There’s no way around this: If you play to produce an interactive story game, you will need do get quite some authoring work done. Possible alternatives are external (freelance?) authors, crowdsourcing or using an interactive story from a different medium, but you will have less flexibility with these.
You should also have a bit of an idea a good plot, i.e. one solid storyline. You could do without a strong plot, if you offer a sufficiently fascinating environment to explore. I can’t give you any recommendations about which genre is particularly well-suited, but I would avoid introducing too many characters and concepts (because the player can’t easily turn back and read about who and what X was), and I’d personally wouldn’t do fan fiction because in order not to violate copyrights.

Defining the shape of the story graph

An interactive story consists of scenes, each of which begins and/or ends with a player interaction.

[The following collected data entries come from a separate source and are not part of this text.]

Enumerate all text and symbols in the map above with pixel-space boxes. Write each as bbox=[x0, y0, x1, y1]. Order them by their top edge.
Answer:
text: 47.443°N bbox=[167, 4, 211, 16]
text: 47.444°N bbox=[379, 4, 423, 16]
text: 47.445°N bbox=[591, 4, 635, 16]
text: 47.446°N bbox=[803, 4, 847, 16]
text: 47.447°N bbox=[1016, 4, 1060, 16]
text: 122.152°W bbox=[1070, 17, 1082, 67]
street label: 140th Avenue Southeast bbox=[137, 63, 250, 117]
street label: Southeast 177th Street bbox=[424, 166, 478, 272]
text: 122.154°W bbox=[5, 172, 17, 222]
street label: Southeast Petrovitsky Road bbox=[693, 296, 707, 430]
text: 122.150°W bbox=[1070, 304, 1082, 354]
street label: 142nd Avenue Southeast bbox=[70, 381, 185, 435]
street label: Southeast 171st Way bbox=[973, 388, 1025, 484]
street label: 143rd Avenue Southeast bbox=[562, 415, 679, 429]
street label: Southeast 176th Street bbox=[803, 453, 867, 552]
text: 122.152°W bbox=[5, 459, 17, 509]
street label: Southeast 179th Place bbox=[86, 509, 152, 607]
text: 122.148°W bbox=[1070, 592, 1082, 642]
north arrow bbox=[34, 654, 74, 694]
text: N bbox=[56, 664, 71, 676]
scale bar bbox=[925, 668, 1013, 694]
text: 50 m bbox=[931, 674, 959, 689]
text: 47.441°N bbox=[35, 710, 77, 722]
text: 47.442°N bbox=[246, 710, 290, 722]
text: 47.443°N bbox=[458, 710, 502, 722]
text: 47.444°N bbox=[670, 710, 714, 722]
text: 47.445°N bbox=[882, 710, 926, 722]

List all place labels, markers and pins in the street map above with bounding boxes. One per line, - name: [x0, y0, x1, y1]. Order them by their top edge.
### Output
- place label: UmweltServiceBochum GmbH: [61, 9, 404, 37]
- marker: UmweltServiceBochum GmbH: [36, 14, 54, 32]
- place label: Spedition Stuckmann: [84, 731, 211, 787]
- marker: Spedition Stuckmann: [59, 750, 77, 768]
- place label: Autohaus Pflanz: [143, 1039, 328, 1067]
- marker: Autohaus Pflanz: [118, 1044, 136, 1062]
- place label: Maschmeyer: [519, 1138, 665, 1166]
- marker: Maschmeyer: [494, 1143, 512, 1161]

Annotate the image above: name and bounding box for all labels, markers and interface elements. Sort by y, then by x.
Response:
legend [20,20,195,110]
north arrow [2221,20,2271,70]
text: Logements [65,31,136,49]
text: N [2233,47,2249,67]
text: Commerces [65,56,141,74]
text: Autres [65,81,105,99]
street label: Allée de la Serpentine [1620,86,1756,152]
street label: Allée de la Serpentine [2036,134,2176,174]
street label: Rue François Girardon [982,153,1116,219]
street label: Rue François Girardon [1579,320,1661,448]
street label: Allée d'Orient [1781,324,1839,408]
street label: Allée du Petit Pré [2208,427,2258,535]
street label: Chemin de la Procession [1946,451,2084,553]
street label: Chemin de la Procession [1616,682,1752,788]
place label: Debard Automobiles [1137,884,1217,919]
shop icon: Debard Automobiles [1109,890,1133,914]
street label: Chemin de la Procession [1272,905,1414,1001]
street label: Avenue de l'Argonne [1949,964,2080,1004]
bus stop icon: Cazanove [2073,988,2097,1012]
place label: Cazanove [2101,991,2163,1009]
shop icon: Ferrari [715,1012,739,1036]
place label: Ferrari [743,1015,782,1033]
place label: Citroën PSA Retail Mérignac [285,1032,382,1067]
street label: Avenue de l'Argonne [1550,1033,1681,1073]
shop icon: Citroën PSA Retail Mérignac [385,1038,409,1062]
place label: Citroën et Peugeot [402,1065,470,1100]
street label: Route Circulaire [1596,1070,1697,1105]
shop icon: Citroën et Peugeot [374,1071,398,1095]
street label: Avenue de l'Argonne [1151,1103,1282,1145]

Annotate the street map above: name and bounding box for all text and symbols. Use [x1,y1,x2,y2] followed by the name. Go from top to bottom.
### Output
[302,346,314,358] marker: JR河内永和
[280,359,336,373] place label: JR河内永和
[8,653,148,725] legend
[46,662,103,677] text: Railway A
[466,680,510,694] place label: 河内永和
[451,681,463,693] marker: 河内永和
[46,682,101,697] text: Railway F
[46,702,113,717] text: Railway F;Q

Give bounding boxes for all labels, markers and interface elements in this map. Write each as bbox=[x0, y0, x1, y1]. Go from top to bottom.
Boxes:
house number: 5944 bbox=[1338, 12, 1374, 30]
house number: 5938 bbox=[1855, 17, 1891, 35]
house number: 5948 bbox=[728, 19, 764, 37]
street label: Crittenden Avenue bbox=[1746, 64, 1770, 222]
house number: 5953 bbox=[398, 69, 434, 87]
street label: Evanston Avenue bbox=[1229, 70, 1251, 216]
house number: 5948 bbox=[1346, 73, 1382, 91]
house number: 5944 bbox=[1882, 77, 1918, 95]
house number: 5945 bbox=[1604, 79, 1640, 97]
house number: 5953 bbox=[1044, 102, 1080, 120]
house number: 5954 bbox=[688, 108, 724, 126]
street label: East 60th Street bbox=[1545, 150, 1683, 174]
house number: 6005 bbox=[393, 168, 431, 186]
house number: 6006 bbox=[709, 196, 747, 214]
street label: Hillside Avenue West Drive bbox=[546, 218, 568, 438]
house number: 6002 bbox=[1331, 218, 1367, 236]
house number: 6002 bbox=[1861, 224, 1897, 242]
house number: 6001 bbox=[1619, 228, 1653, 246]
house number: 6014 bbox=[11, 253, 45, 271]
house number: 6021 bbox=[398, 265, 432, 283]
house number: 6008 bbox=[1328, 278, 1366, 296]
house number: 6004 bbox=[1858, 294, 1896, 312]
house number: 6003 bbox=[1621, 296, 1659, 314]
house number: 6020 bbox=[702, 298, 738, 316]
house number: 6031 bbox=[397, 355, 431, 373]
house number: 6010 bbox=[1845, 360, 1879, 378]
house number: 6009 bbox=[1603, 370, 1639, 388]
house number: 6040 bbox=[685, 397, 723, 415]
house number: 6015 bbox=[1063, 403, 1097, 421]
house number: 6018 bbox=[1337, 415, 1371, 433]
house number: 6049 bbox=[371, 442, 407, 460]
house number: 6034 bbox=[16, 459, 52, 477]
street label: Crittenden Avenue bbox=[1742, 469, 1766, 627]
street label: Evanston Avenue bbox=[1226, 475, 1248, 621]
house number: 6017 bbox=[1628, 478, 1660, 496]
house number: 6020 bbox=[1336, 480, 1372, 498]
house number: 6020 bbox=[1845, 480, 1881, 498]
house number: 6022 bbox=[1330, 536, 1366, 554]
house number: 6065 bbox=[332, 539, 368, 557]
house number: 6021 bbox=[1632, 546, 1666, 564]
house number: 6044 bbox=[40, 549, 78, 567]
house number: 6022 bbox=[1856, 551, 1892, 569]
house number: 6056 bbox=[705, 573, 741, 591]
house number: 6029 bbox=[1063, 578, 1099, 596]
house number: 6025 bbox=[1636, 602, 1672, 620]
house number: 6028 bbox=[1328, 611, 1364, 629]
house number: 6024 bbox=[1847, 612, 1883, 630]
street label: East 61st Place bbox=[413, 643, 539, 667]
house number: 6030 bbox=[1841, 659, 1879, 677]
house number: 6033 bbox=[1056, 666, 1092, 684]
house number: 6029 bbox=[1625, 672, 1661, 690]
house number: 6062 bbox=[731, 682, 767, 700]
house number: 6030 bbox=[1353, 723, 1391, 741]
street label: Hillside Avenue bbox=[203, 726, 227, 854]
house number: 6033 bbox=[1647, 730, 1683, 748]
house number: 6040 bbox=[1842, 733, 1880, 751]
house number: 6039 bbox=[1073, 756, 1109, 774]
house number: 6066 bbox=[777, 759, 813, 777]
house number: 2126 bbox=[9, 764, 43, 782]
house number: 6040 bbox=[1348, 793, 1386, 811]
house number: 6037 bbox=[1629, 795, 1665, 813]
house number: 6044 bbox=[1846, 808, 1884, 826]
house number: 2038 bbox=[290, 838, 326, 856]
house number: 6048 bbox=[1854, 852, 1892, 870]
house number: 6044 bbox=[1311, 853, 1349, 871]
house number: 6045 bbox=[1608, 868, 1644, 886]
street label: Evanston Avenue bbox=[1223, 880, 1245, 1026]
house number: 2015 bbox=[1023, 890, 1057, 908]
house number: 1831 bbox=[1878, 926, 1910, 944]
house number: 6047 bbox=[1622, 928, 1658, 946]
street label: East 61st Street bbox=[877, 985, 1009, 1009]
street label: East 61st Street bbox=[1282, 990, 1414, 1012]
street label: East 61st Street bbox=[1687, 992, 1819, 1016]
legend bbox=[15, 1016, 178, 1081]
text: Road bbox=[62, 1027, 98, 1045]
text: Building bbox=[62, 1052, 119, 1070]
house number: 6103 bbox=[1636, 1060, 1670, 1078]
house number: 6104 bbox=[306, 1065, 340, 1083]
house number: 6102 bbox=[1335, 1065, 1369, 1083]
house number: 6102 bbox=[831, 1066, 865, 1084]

If you imagine each scene as a node, with arrows connecting each pair of consecutive nodes, you get the story graph (or story network). Let’s call each path from the start node to a ‘happy end’ node one storyline.

Figure 1: Two story graphs consisting of multiple (1a) and one single (1b) storylines

While having multiple storylines increases your voice game’s potential retention, it’s not mandatory: Several successful interactive games have only one storyline, and most of the techniques I discuss work irrespective of the number of storylines.
If you did make the effort of creating multiple storylines, you should make sure your players realize it and remain curious to explore them!

Let’s analyze which types of interactions and decisions you can use in a storyline.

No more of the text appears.